BEGIN

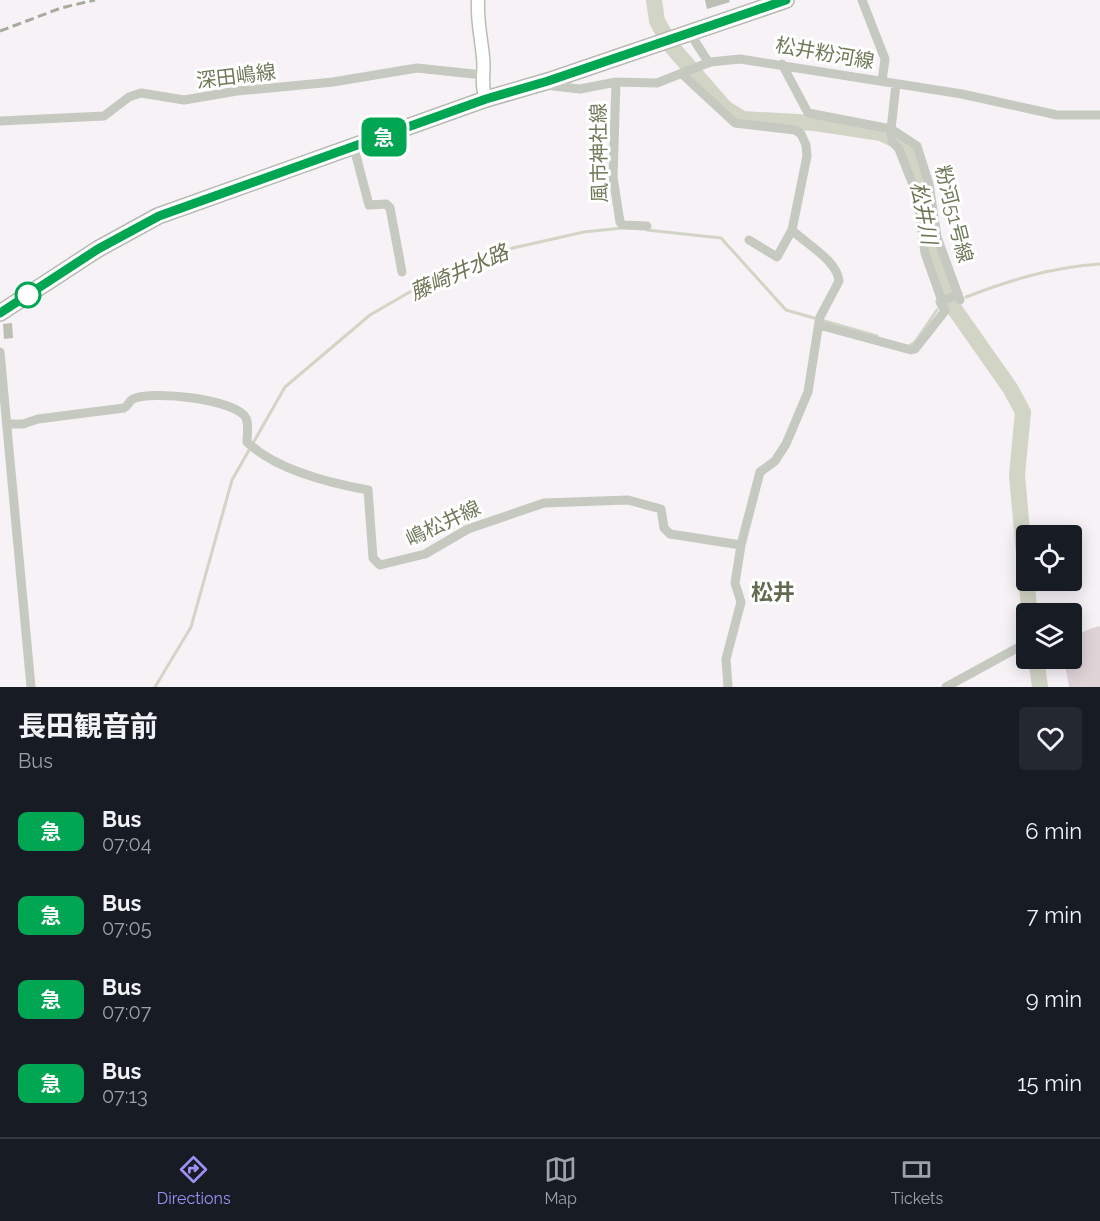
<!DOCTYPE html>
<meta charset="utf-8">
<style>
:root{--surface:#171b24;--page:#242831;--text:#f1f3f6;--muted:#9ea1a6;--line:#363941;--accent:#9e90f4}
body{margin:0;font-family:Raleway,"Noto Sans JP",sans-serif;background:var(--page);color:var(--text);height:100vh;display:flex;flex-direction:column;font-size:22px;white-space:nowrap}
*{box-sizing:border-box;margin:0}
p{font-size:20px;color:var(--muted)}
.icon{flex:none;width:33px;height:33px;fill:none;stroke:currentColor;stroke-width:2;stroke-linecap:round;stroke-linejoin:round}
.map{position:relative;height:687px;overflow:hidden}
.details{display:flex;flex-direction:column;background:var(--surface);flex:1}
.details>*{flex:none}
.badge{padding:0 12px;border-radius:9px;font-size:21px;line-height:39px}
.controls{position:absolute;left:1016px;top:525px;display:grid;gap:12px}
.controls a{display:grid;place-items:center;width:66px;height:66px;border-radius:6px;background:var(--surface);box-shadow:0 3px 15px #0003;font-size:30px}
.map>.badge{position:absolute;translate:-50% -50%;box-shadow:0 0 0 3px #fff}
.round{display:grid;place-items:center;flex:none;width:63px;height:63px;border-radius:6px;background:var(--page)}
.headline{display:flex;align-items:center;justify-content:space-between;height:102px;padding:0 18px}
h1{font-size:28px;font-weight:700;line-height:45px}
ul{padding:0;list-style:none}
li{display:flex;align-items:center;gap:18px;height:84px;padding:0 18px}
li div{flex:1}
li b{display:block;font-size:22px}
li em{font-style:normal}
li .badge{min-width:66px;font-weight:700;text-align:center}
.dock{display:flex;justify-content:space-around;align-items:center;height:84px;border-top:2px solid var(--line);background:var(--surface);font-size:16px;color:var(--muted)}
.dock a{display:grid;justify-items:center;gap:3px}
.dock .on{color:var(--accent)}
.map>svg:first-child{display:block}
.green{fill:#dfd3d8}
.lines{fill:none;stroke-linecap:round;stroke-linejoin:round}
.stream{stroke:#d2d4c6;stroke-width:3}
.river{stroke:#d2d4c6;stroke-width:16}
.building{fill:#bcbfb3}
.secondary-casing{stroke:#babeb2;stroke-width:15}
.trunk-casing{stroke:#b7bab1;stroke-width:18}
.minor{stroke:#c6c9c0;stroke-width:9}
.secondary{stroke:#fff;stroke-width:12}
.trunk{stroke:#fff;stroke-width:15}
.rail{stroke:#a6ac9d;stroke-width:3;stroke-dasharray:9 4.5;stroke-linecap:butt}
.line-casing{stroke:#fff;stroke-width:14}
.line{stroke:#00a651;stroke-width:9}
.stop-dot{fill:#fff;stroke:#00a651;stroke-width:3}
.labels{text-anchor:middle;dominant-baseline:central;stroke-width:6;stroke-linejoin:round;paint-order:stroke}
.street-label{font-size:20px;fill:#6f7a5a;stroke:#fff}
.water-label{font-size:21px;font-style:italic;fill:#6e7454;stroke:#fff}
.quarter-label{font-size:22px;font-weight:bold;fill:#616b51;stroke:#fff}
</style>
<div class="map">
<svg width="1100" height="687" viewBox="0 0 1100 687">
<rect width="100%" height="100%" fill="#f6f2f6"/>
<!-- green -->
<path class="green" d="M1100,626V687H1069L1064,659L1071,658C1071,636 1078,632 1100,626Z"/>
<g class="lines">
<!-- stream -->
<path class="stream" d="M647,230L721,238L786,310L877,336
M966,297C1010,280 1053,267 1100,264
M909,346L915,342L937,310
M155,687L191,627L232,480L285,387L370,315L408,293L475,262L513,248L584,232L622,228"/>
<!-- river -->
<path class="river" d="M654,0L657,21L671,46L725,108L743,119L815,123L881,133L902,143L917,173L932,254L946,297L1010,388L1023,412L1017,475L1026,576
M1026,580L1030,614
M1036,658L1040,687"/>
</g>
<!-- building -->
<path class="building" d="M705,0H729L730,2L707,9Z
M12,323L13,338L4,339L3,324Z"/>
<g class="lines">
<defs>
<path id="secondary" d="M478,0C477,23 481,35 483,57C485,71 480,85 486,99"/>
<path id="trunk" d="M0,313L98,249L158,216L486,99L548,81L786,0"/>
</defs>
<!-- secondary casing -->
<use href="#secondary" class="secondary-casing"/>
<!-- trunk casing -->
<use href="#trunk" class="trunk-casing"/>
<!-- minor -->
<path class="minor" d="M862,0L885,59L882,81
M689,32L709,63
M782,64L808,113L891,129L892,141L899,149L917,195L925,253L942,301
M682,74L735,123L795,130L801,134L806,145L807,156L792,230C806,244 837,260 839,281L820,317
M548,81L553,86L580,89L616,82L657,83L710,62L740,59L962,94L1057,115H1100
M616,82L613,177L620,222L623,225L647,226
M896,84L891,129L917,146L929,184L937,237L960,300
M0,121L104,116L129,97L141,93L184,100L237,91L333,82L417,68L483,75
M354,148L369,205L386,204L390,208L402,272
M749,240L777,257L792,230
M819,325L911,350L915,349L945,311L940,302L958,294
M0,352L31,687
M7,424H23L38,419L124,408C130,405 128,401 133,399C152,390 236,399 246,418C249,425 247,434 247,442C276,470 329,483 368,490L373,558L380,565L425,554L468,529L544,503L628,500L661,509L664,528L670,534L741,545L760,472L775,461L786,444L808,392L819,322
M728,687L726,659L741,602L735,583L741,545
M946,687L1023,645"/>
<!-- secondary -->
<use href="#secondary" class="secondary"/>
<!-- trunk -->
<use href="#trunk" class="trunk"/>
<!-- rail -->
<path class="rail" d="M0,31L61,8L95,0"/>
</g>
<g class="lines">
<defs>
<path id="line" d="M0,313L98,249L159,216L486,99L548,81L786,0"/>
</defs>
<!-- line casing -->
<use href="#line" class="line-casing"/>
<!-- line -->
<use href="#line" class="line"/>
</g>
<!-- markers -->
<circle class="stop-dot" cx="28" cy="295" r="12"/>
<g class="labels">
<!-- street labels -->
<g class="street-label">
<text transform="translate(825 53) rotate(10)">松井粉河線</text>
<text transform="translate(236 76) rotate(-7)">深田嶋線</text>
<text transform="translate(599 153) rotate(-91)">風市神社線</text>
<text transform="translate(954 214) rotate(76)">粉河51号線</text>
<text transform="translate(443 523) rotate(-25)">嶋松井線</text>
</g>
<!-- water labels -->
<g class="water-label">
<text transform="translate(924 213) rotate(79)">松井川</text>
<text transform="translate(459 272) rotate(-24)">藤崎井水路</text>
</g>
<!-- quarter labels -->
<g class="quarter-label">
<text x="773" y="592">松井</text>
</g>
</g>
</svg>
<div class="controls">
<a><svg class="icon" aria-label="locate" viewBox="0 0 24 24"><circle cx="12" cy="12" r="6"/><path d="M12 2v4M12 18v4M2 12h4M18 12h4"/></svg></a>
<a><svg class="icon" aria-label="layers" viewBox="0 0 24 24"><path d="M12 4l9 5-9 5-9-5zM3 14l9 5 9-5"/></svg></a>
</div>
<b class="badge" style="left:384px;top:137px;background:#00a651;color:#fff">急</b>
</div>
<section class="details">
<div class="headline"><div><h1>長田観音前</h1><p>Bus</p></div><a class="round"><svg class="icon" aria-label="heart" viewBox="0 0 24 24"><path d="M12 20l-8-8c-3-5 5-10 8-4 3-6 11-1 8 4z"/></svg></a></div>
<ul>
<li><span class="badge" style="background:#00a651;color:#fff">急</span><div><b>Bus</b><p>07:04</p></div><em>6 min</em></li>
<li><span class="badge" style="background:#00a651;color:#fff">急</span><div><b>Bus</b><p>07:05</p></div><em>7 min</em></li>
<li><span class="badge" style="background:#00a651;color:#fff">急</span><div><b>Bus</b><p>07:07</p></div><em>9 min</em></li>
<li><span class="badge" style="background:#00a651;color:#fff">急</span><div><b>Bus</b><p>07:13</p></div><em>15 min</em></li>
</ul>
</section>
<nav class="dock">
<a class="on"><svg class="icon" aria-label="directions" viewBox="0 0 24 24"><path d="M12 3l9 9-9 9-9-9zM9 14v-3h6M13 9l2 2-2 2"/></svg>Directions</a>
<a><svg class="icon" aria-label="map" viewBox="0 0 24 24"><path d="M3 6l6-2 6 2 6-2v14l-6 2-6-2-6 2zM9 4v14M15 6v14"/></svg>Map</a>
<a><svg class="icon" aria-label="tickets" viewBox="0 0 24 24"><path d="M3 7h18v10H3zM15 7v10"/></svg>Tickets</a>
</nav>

END

What needs to be done: List, from the entries above, every line in which the word "margin" shows up.

Final answer:
body{margin:0;font-family:Raleway,"Noto Sans JP",sans-serif;background:var(--page);color:var(--text);height:100vh;display:flex;flex-direction:column;font-size:22px;white-space:nowrap}
*{box-sizing:border-box;margin:0}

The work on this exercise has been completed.